The next time Tyler wanted to look at an area with downed trees, I didn’t think anything about it. I jumped onto the smooth white trunk of an artful tree and walked along its base. I felt Tyler come up beside me and I turned to him, thinking he wanted a kiss (he didn’t) or a hug. While my arms were around his shoulders, he held onto my sides and pulled me off the tree. I am fleet of foot (ish) and didn’t lose my balance, but I was confused, and was still orienting myself when I realized that Tyler was moving away. He lowered to one knee, and he was holding the ring we’d designed.

The first thing that popped out of my mouth was, “Really?!”

I feel rather badly about that. But, as Tyler points out when I tell this bit in person, “It was a happy, excited, ‘Really.’”

I really thought it’d be a couple more weeks. I knew Tyler had, as planned, talked to my parents the night before about his intention to ask me to marry him. They had, as I knew they would, given their blessings. But for some reason it didn’t occur to me that he’d propose the same weekend. And to him, it was obvious that he would. After all, he he wanted me to be able to see my family right away. And, as my roommate pointed out, he was tired of waiting.

He told me that he loved me and wanted to marry me and hadn’t planned out a lot of things to say because he’d known he would forget them all.

Meanwhile my brain was in overdrive. I was still holding the lilypad thing in my left hand, and I wanted to drop it because I needed my left hand, but by that point it was part of the moment and I wanted to keep it, so I switched it to my right hand and forgot about it. And apparently I took the ring out of Tyler’s hand, though I don’t remember this. I do remember feeling relieved that it was so gorgeous. Part of my brain was chanting, “THIS IS IT. PAY ATTENTION. THIS IS IMPORTANT. PAY ATTENTION, PAY ATTENTION.” Another part was going, “These are the clothes I’m getting engaged in….I wouldn’t have picked these. BUT OH WELL.”

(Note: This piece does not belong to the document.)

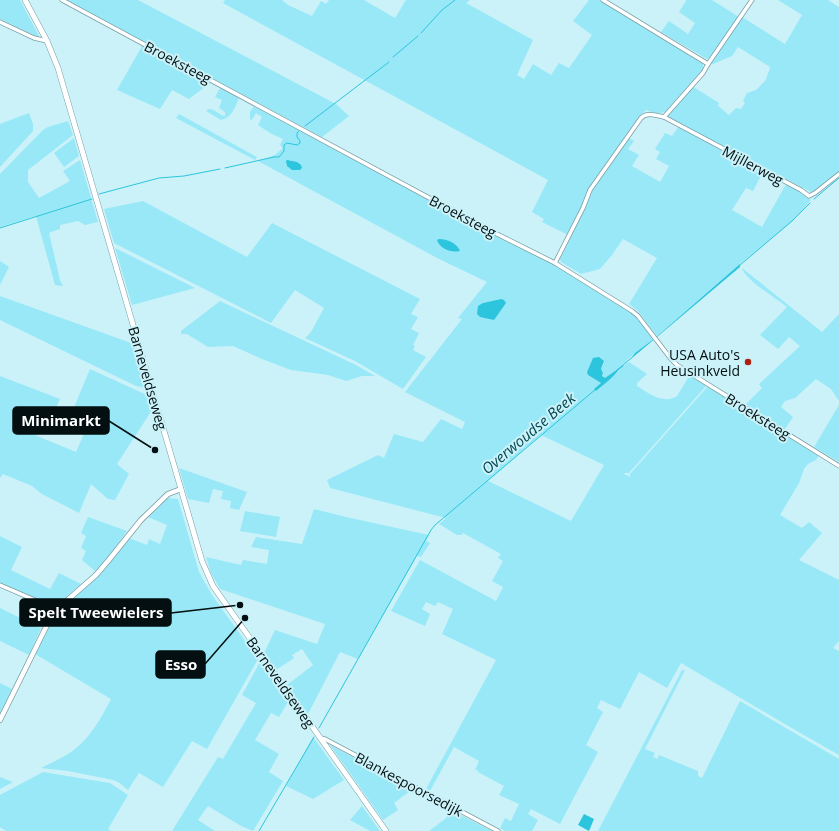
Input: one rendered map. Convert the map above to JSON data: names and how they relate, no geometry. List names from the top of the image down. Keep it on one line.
{"streets":{"main road":["Barneveldseweg"],"street":["Broeksteeg","Mijllerweg","Blankespoorsedijk"]},"crossings":[["Broeksteeg","Mijllerweg"],["Barneveldseweg","Blankespoorsedijk"]],"water":["Overwoudse Beek"],"places":["USA Auto's Heusinkveld","Minimarkt","Spelt Tweewielers","Esso"]}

And somewhere in here Tyler asked me to marry him, and I said yes. I kind of remember the question. I don’t remember saying yes, but he assures me that I did.

He stood up and we hugged and I was holding that ring so tightly on my left thumb. The part of my brain that had been going “PAY ATTENTION, PAY ATTENTION” was now going “DO NOT DROP IT. DO NOT DROP IT.”

Tyler pulled back and I didn’t know how to get him to put the ring onto my finger in a smooth way, so I did it. He asked if it fit, and it did. “It isn’t too loose is it?” he asked. I turned my hand and shook it so he’d see that it wouldn’t, even though my hands were cold and it was a little loose and my brain was still going, “DO NOT DROP IT.”

“Oh crap,” I thought. “Now we have to plan this thing.” But I didn’t say that out loud because we were literally still in the moment and I didn’t want to put a damper on things.

I asked that we take some selfies. We took 3 or 4, most with the trees behind us, one with the ocean. The one we like the most is the one where I remembered to put my hand on his shoulder so the ring was visible. We have the best expressions in that one, and it was right before the picture where he wasn’t smiling and I was kissing him on the cheek, squishing my nose against his cheek in a decidedly unattractive fashion.

I realized then that I had a text from Rachel, Tyler’s sister, and laughed at the timing of it. Then I remembered that, that morning, I’d scheduled a text to her about Tyler’s mom’s birthday for 5pm, and she was merely texting me back. And not letting on that she knew Tyler was going to be proposing that afternoon, and was waiting by the phone for the news. We called her first, then Tyler’s parents, then my brother, and I texted the women who would become my bridesmaids.

But while we were still on the beach, after texting Rachel back, Tyler suggested we wait until we got back to the truck to start calling people. We held hands the remainder of the walk, passing the remains of the old fishing pier. When we started to get into the truck, we heaps of sand shrugged off our shoes, so we got back out to stamp our feet and shake sand off of the floor mats, which was a very mundane thing to be doing in my brand new ring, four or five minutes after we got engaged.

We drove back to my parents’ house and I got to hug my mom immediately. They’d known the plan, of course, and hadn’t let on at all. As is the nature of mothers, I didn’t start crying until I saw her. We cried happy tears for a minute or two in the front yard, then went inside so I could hug my dad, and Tyler could hug them both.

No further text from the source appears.